Business Day (Johannesburg)
Artwell Dlamini
19 November 2008
Johannesburg — SOUTH African shipping companies say the surge in sea piracy cases has left them saddled with higher maritime insurance and transport costs.
Dave Rennie, CE of the freight services division at Grindrod, said yesterday that piracy had implications for insurance and this affected all shipping firms. Southern Chartering MD Neil Lepine-Williams said piracy placed "extra insurance costs" on shipping companies sailing in Somalian waters.
Lepine-Williams said insurance costs were rising to the point where some ship owners refused to sail their vessels in pirate -infested waters, especially around the Horn of Africa.
Most piracy incidents occur in the Gulf of Aden, which lies between Somalia and Yemen, and links the Red Sea with the India Ocean. Other piracy hot spots include the sea off Nigeria, Tanzania and Brazil, around Indonesia and in the Singapore Straits.

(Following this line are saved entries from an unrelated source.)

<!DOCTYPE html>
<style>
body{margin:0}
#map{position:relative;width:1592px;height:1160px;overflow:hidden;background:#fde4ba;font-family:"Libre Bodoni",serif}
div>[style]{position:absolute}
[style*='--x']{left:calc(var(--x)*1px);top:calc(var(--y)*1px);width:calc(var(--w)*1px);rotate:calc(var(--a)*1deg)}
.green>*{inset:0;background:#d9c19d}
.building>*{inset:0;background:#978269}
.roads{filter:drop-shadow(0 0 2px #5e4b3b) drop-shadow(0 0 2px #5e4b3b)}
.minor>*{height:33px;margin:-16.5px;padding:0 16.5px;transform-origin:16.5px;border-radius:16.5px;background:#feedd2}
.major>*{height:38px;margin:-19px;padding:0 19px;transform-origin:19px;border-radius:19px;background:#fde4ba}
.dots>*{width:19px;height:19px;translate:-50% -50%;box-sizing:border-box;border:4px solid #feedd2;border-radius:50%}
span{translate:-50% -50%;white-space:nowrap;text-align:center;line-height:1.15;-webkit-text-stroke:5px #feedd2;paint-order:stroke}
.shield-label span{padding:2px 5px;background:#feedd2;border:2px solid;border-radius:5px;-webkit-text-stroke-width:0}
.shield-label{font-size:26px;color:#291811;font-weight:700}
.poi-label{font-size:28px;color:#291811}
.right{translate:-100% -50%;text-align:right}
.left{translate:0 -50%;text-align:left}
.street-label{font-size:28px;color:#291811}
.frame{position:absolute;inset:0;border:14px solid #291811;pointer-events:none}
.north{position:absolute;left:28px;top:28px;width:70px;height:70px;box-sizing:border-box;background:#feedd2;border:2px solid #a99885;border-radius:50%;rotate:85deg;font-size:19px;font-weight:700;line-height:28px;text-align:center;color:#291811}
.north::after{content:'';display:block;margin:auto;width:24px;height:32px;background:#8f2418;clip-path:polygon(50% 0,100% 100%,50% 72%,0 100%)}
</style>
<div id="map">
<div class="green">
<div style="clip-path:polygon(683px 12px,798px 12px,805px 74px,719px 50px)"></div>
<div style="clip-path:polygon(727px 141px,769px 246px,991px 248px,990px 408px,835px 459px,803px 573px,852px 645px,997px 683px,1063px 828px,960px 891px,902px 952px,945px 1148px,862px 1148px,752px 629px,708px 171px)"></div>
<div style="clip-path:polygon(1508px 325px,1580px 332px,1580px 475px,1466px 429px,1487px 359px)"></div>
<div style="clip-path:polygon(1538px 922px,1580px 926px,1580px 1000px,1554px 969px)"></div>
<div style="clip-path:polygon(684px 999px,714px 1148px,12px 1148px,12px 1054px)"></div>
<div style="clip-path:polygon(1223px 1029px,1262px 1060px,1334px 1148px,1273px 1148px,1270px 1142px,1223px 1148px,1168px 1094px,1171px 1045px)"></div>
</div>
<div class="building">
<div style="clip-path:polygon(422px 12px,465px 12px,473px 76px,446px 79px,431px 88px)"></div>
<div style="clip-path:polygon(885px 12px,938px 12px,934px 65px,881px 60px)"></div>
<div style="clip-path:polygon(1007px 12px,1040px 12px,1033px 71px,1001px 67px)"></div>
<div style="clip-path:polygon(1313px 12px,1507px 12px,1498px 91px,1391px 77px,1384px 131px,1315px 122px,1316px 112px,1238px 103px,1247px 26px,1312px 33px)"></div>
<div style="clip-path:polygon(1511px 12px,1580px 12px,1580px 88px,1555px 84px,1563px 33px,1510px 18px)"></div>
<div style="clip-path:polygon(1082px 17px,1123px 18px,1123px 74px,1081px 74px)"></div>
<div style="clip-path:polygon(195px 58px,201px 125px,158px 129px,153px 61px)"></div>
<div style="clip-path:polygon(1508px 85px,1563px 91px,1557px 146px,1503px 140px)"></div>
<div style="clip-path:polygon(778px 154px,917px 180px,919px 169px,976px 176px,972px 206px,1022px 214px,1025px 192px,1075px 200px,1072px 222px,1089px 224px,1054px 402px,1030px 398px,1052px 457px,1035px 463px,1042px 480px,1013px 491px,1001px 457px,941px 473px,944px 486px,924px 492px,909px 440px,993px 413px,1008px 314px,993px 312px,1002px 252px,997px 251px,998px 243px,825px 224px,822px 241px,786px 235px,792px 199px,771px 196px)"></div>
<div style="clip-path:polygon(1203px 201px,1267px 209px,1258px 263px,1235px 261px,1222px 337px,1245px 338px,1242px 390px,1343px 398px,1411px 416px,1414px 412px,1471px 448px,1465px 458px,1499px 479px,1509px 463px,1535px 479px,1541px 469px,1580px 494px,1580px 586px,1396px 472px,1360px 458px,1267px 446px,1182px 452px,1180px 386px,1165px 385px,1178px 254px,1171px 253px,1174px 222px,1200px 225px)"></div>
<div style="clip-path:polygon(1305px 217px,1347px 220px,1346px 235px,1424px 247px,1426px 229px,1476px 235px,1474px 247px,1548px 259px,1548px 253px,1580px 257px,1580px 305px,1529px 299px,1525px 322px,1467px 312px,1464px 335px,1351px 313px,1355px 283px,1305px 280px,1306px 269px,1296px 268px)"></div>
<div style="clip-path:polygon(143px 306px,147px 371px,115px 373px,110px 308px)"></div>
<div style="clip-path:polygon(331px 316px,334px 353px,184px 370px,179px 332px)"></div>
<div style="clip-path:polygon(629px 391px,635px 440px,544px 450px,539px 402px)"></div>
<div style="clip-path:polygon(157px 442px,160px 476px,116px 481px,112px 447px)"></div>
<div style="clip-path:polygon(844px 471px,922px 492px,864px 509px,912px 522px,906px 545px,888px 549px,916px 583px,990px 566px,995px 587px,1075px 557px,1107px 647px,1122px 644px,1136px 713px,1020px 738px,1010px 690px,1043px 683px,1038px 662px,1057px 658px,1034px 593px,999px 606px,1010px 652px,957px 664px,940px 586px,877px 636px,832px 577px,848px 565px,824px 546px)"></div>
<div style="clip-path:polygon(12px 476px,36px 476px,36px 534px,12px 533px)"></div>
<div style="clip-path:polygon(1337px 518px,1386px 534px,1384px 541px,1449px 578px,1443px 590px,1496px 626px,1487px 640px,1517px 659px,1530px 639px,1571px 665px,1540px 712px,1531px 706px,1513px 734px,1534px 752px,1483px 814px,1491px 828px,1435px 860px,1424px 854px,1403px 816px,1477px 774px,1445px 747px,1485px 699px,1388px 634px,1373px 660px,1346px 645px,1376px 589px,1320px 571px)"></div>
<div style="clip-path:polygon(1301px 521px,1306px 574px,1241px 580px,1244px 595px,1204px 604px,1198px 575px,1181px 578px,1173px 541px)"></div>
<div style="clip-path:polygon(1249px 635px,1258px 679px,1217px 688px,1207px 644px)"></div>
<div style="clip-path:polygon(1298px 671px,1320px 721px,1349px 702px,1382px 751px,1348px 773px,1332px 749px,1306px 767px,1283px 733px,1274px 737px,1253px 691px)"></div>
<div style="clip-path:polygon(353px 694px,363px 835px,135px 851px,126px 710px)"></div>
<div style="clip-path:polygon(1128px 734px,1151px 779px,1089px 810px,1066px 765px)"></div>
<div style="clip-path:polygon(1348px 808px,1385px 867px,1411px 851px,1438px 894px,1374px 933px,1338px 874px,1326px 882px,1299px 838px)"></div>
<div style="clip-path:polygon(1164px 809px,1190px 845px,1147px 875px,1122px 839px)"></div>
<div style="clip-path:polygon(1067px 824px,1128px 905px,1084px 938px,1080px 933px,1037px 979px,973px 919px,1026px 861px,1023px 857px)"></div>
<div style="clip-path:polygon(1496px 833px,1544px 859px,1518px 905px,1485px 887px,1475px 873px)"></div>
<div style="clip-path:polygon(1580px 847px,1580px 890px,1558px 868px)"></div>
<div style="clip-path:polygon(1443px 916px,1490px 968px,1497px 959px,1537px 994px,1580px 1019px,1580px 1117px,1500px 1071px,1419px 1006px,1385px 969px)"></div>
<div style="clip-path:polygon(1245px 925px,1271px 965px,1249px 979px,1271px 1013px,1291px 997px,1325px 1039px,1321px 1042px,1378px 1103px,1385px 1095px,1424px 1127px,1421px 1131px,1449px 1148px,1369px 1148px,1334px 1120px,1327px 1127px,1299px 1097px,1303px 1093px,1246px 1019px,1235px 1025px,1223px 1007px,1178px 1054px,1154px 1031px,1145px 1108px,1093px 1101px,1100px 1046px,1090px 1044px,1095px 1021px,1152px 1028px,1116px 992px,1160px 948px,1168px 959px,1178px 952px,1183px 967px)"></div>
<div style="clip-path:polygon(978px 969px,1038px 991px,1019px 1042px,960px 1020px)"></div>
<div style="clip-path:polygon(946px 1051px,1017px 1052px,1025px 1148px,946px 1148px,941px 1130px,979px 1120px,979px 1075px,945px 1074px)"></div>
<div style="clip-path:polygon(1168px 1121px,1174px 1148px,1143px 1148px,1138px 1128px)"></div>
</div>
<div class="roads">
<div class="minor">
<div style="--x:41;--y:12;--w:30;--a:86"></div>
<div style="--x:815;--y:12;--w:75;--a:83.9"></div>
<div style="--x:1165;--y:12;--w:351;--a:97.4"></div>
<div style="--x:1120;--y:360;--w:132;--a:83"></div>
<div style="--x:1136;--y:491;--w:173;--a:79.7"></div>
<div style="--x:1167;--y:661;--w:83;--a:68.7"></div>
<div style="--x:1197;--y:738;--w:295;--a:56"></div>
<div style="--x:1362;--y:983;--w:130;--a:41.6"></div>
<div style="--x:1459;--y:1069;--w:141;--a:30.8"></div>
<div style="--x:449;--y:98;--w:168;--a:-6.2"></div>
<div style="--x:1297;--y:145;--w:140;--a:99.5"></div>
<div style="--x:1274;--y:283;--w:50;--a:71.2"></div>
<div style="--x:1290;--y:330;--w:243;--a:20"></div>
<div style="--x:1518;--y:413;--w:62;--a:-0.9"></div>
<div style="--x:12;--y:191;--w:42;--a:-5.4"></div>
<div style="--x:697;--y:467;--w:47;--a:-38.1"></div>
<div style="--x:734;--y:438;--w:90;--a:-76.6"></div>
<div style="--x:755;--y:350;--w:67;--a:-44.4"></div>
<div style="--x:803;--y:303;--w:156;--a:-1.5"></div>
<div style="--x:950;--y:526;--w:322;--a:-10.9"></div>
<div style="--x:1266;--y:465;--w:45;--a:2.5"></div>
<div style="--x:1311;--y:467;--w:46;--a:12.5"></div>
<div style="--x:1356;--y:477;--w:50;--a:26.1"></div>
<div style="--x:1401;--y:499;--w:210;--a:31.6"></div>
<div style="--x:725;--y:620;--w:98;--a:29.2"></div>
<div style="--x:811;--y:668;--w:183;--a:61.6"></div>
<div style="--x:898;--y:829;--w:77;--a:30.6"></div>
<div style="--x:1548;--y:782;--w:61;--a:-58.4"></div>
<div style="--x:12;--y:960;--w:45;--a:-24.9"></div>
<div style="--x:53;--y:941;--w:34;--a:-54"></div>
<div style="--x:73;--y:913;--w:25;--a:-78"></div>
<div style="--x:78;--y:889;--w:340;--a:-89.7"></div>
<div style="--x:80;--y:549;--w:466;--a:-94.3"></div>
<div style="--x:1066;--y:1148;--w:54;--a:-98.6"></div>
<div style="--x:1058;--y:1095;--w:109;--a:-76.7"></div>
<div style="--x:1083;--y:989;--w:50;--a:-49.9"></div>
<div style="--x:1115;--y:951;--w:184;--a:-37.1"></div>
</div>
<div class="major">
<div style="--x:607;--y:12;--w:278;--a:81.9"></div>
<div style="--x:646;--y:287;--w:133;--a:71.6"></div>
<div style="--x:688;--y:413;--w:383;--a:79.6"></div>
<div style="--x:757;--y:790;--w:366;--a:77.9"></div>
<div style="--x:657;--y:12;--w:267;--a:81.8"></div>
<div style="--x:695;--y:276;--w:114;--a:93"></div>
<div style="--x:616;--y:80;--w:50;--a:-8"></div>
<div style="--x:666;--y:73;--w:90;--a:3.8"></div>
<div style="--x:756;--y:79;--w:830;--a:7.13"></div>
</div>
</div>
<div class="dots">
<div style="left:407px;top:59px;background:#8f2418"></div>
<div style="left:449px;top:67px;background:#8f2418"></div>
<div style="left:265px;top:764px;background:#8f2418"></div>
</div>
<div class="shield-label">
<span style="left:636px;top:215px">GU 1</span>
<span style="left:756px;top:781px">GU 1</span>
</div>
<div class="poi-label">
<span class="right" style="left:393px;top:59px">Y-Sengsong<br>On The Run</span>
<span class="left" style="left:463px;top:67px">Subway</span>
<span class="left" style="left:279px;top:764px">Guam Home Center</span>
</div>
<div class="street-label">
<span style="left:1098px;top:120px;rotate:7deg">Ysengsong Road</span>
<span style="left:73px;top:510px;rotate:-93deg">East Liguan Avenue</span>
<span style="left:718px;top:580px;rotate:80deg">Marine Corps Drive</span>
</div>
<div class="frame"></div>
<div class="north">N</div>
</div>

In the past week 14 piracy incidents were reported worldwide with the majority of these attacks taking place in the Gulf of Aden, according to the International Maritime Bureau's Piracy Reporting Centre.
In some of these robberies, pirates kidnapped crew members and demanded ransom.
Referring to Somalian waters, Lepine-Williams said there had been 58 piracy attacks so far this year.
Ian Smith, MD of International Marine Insurance Managers, which underwrites on behalf of Lloyd's of London, said some international insurance companies had resorted to paying ransoms, running into a couple of millions of dollars, to recover cargo and vessels.
Over time, insurance companies might end up "loading" or adding extra premiums to cover their exposure to piracy , said Smith.
Lepine-Williams said piracy had not caused "much chaos" for South African companies.